REQUIRED ACTION: From start to finish, set down the entries below exactly, leaving out the pictures.
┌────────
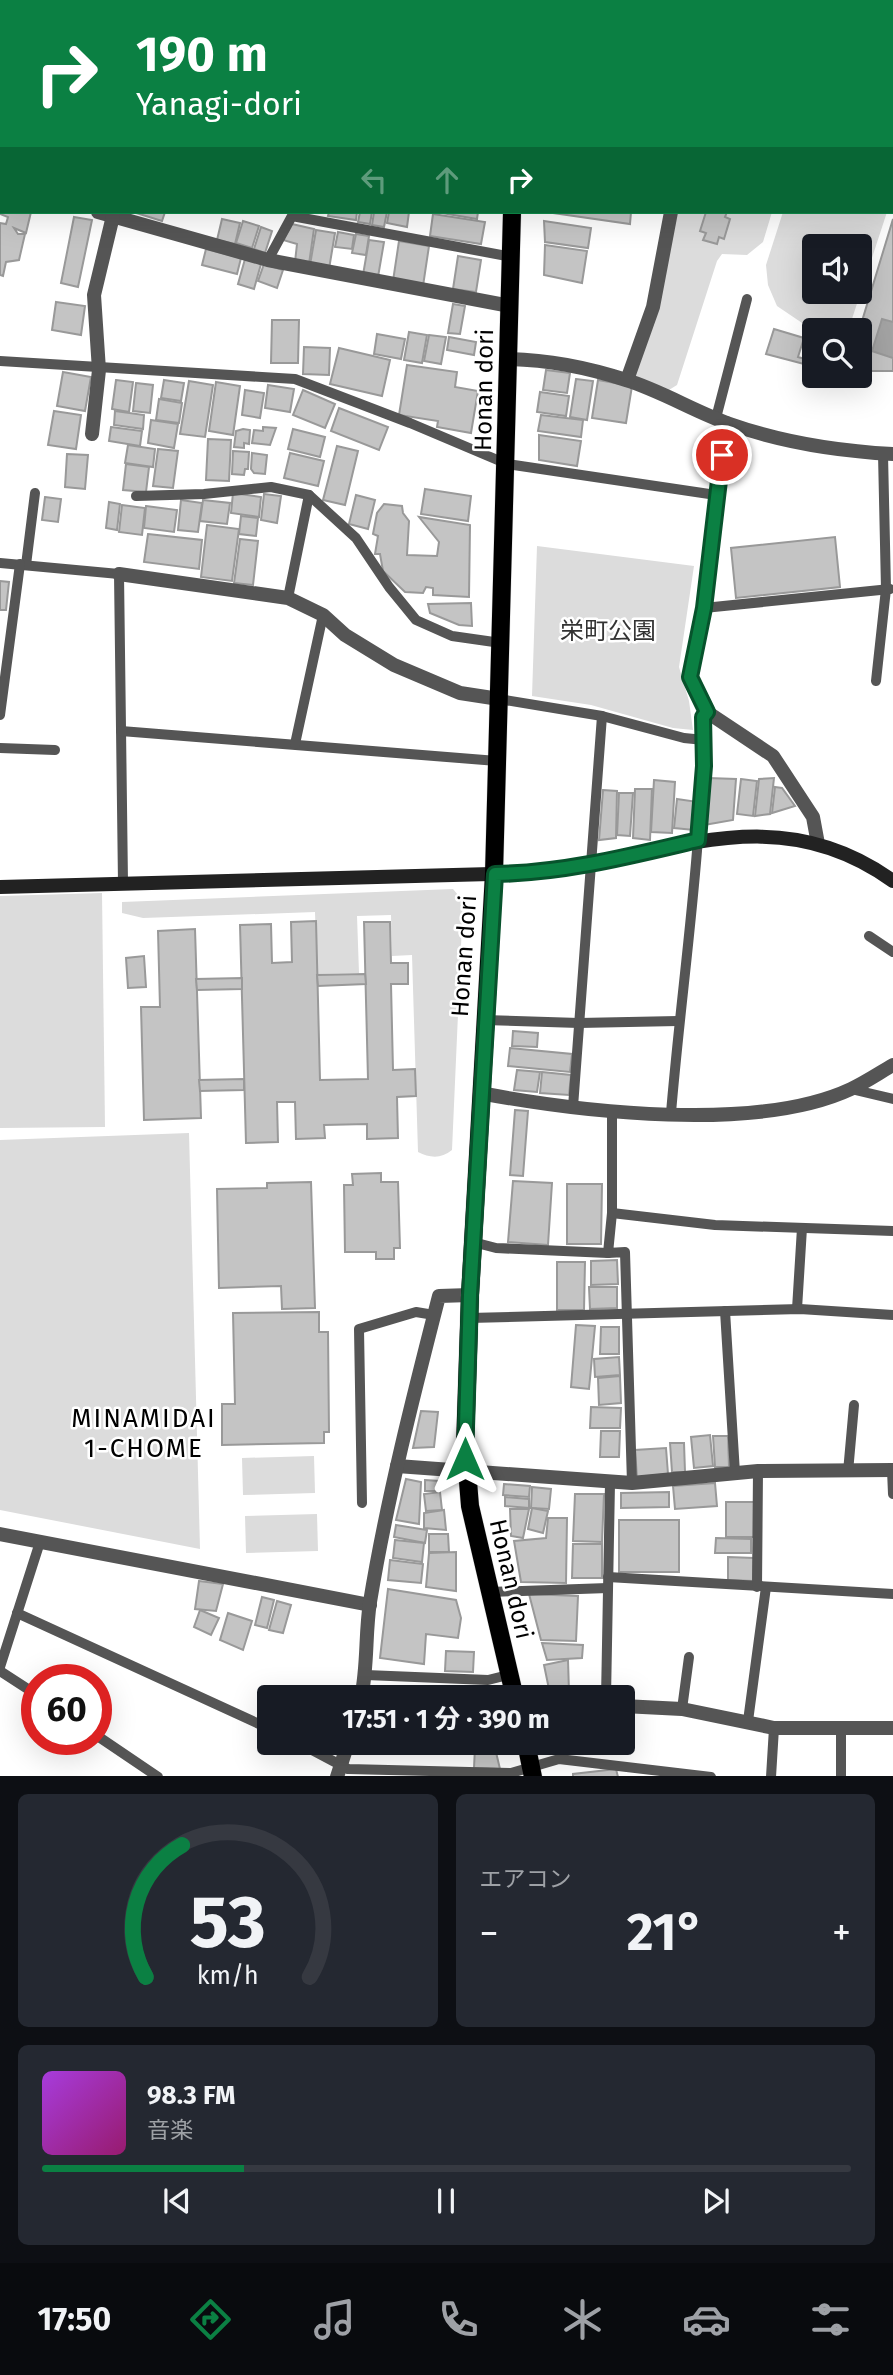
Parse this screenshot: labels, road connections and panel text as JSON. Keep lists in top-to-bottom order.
{
  "streets": {
    "main road": ["Honan dori"]
  },
  "districts": ["MINAMIDAI 1-CHOME"],
  "parks": ["栄町公園"],
  "page": {
    "turn": ["190 m", "Yanagi-dori"],
    "limit": "60",
    "trip": "17:51 · 1 分 · 390 m",
    "tile": "エアコン",
    "heat": ["−", "21°", "+"],
    "song": ["98.3 FM", "音楽"],
    "tabs": "17:50",
    "gauge": ["53", "km/h"]
  }
}
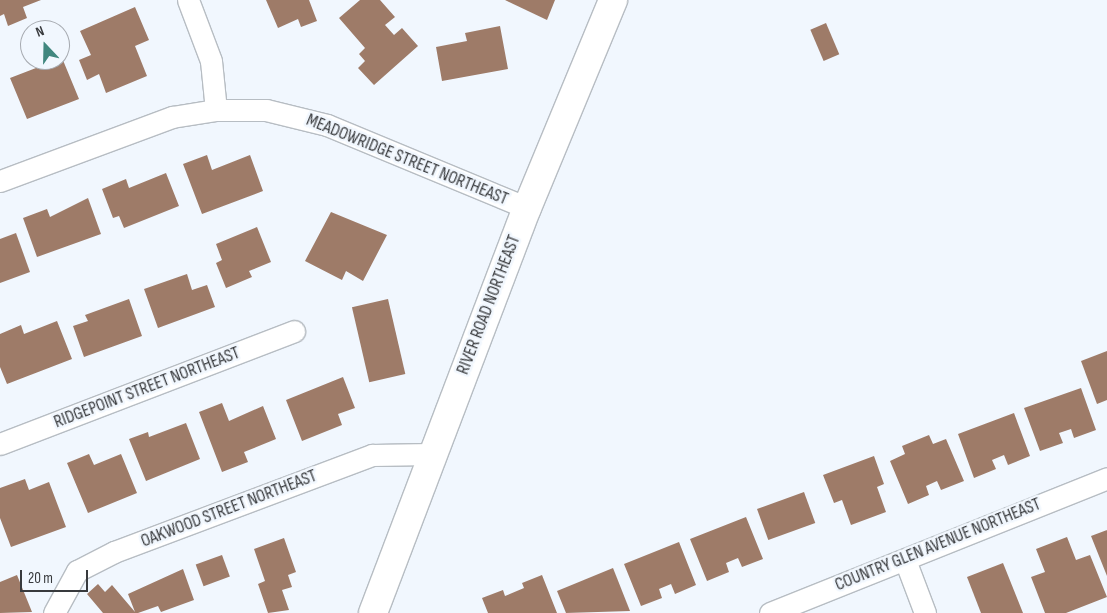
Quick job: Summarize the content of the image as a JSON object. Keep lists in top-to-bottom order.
{
  "streets": {
    "main road": ["RIVER ROAD NORTHEAST"],
    "street": [
      "MEADOWRIDGE STREET NORTHEAST",
      "RIDGEPOINT STREET NORTHEAST",
      "OAKWOOD STREET NORTHEAST",
      "COUNTRY GLEN AVENUE NORTHEAST"
    ]
  },
  "crossings": [
    ["MEADOWRIDGE STREET NORTHEAST", "RIVER ROAD NORTHEAST"],
    ["RIVER ROAD NORTHEAST", "OAKWOOD STREET NORTHEAST"]
  ],
  "scale_bar": "20 m",
  "north": "top"
}
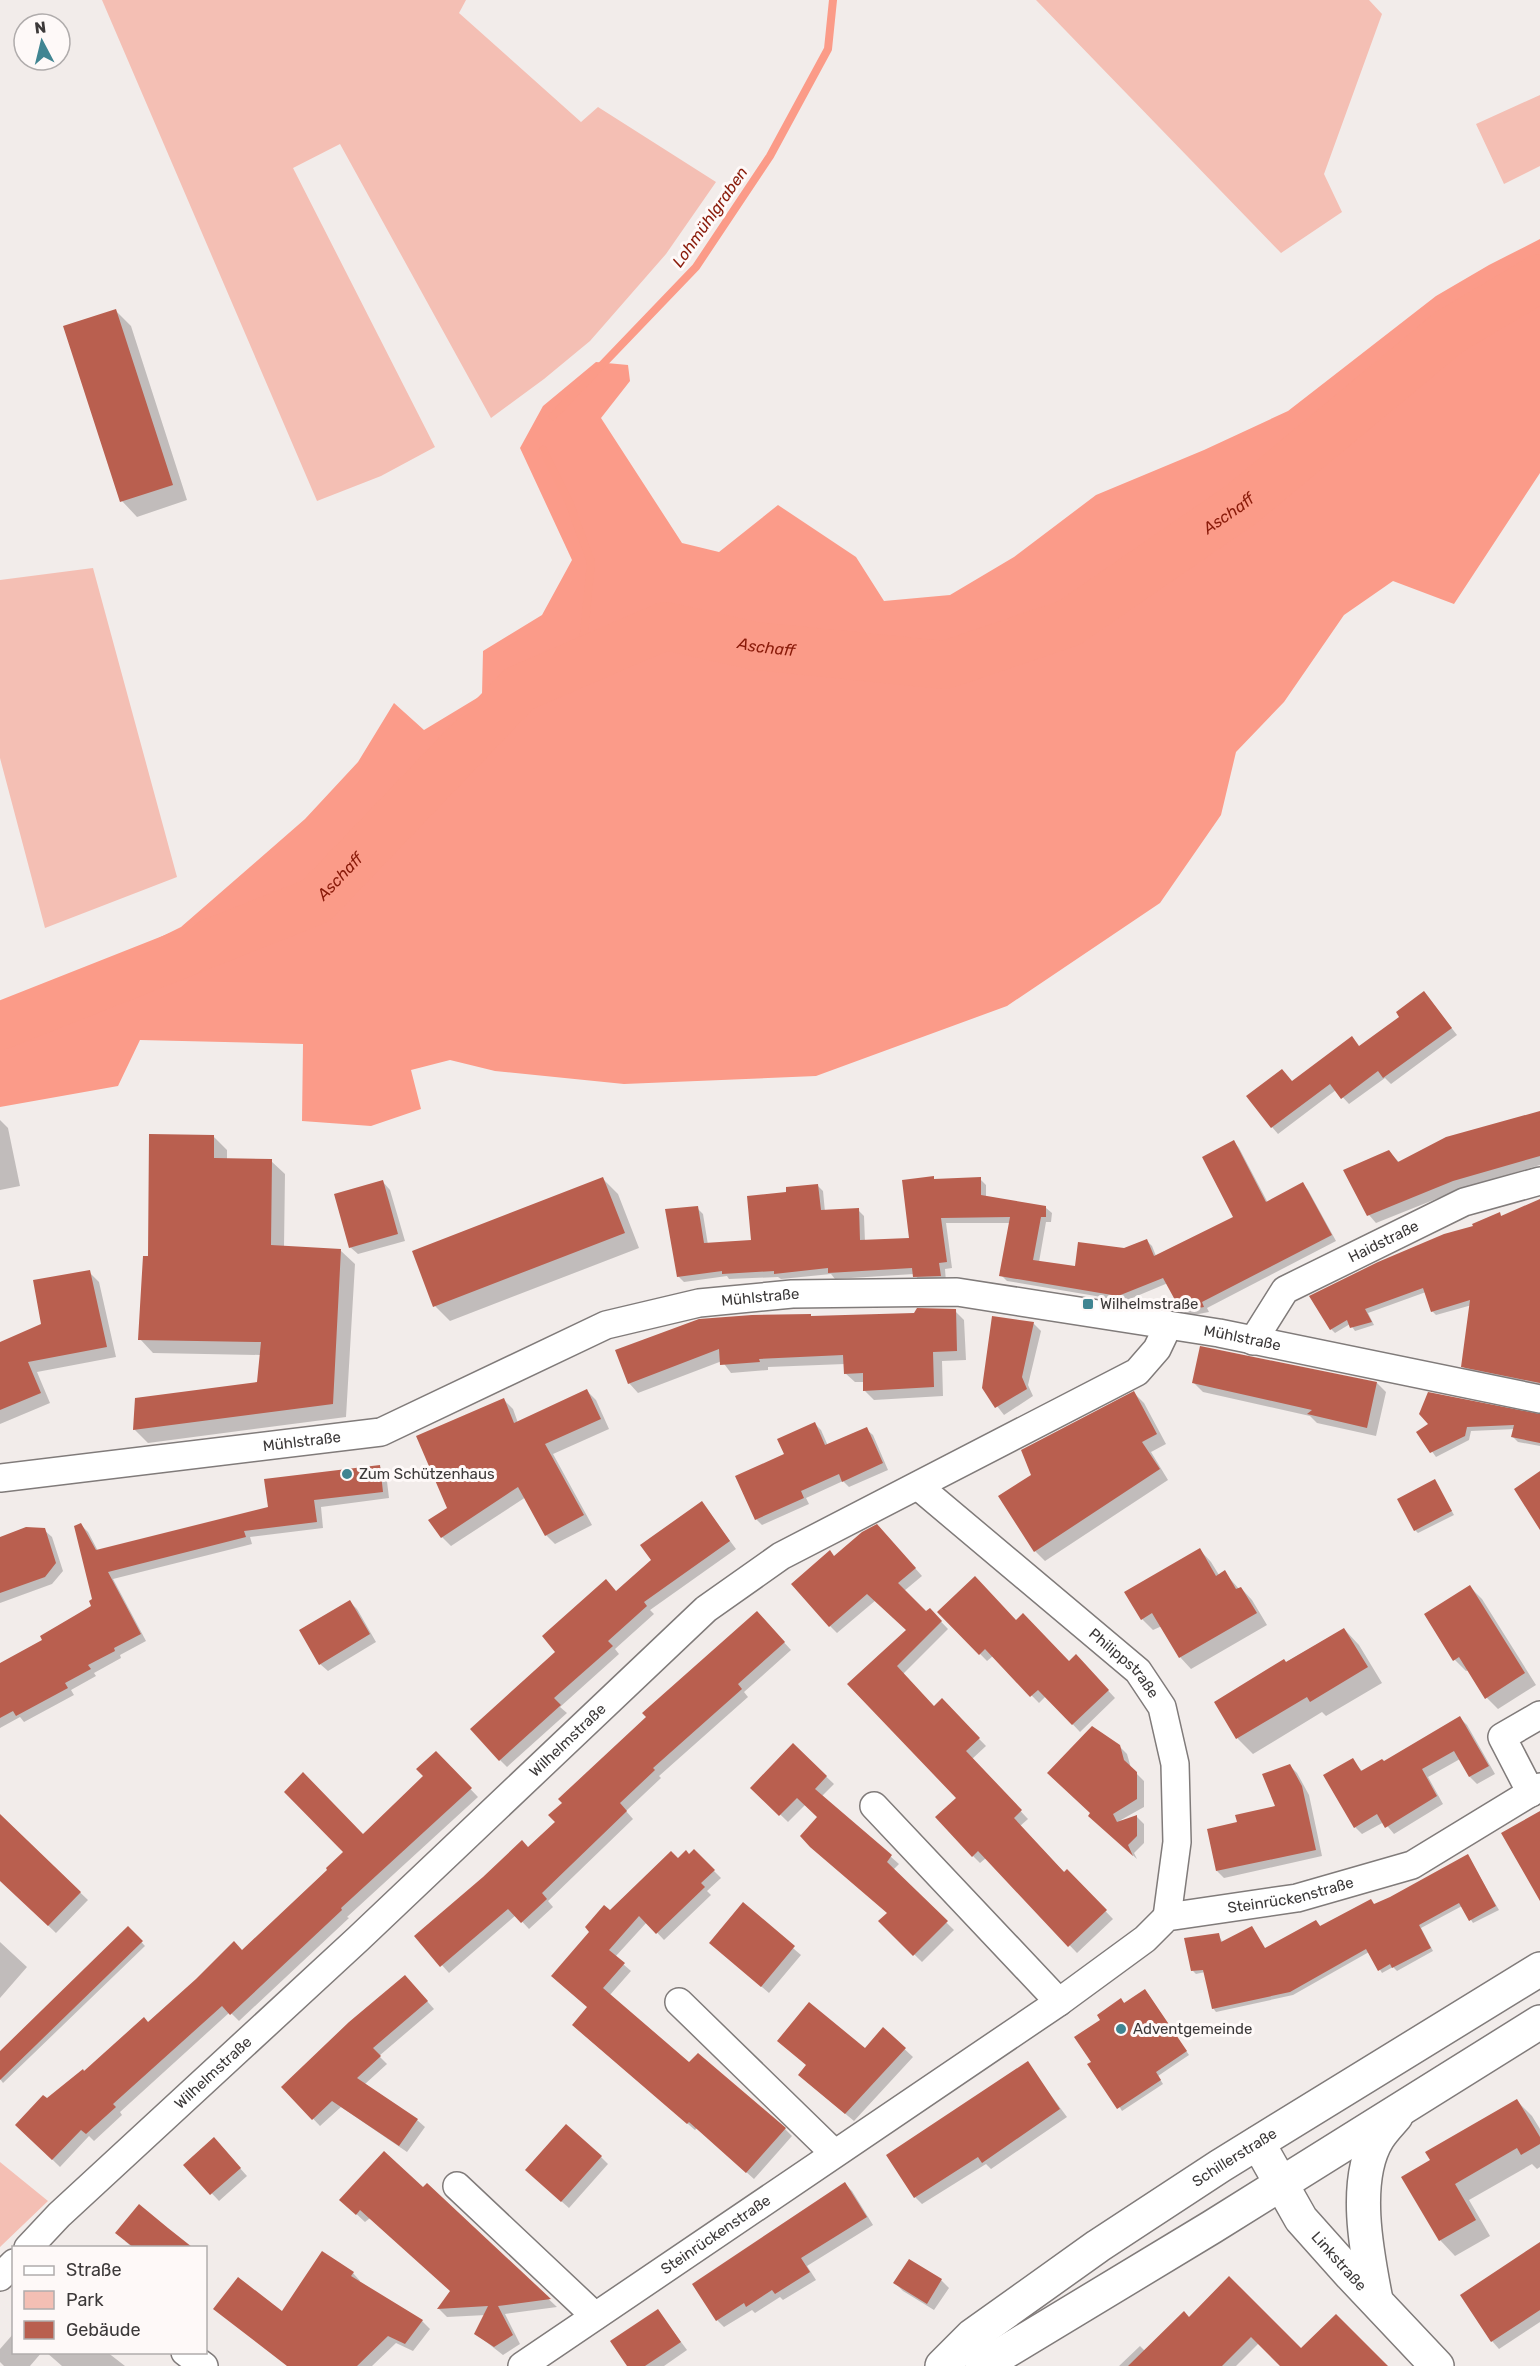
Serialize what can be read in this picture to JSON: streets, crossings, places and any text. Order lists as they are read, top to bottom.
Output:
{
  "streets": {
    "main road": ["Schillerstraße", "Linkstraße"],
    "street": [
      "Haidstraße",
      "Mühlstraße",
      "Philippstraße",
      "Wilhelmstraße",
      "Steinrückenstraße"
    ]
  },
  "crossings": [
    ["Haidstraße", "Mühlstraße"],
    ["Mühlstraße", "Wilhelmstraße"],
    ["Philippstraße", "Wilhelmstraße"],
    ["Philippstraße", "Steinrückenstraße"],
    ["Schillerstraße", "Linkstraße"]
  ],
  "water": ["Lohmühlgraben", "Aschaff"],
  "places": {
    "transit": ["Wilhelmstraße"],
    "other": ["Zum Schützenhaus", "Adventgemeinde"]
  },
  "legend": ["Straße", "Park", "Gebäude"],
  "north": "top"
}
└────────
EXERCISE RESPONSE:
Parse this screenshot: labels, road connections and panel text as JSON. Keep lists in top-to-bottom order.
{
  "streets": {
    "main road": ["Honan dori"]
  },
  "districts": ["MINAMIDAI 1-CHOME"],
  "parks": ["栄町公園"],
  "page": {
    "turn": ["190 m", "Yanagi-dori"],
    "limit": "60",
    "trip": "17:51 · 1 分 · 390 m",
    "tile": "エアコン",
    "heat": ["−", "21°", "+"],
    "song": ["98.3 FM", "音楽"],
    "tabs": "17:50",
    "gauge": ["53", "km/h"]
  }
}
Quick job: Summarize the content of the image as a JSON object. Keep lists in top-to-bottom order.
{
  "streets": {
    "main road": ["RIVER ROAD NORTHEAST"],
    "street": [
      "MEADOWRIDGE STREET NORTHEAST",
      "RIDGEPOINT STREET NORTHEAST",
      "OAKWOOD STREET NORTHEAST",
      "COUNTRY GLEN AVENUE NORTHEAST"
    ]
  },
  "crossings": [
    ["MEADOWRIDGE STREET NORTHEAST", "RIVER ROAD NORTHEAST"],
    ["RIVER ROAD NORTHEAST", "OAKWOOD STREET NORTHEAST"]
  ],
  "scale_bar": "20 m",
  "north": "top"
}
Serialize what can be read in this picture to JSON: streets, crossings, places and any text. Order lists as they are read, top to bottom.
Output:
{
  "streets": {
    "main road": ["Schillerstraße", "Linkstraße"],
    "street": [
      "Haidstraße",
      "Mühlstraße",
      "Philippstraße",
      "Wilhelmstraße",
      "Steinrückenstraße"
    ]
  },
  "crossings": [
    ["Haidstraße", "Mühlstraße"],
    ["Mühlstraße", "Wilhelmstraße"],
    ["Philippstraße", "Wilhelmstraße"],
    ["Philippstraße", "Steinrückenstraße"],
    ["Schillerstraße", "Linkstraße"]
  ],
  "water": ["Lohmühlgraben", "Aschaff"],
  "places": {
    "transit": ["Wilhelmstraße"],
    "other": ["Zum Schützenhaus", "Adventgemeinde"]
  },
  "legend": ["Straße", "Park", "Gebäude"],
  "north": "top"
}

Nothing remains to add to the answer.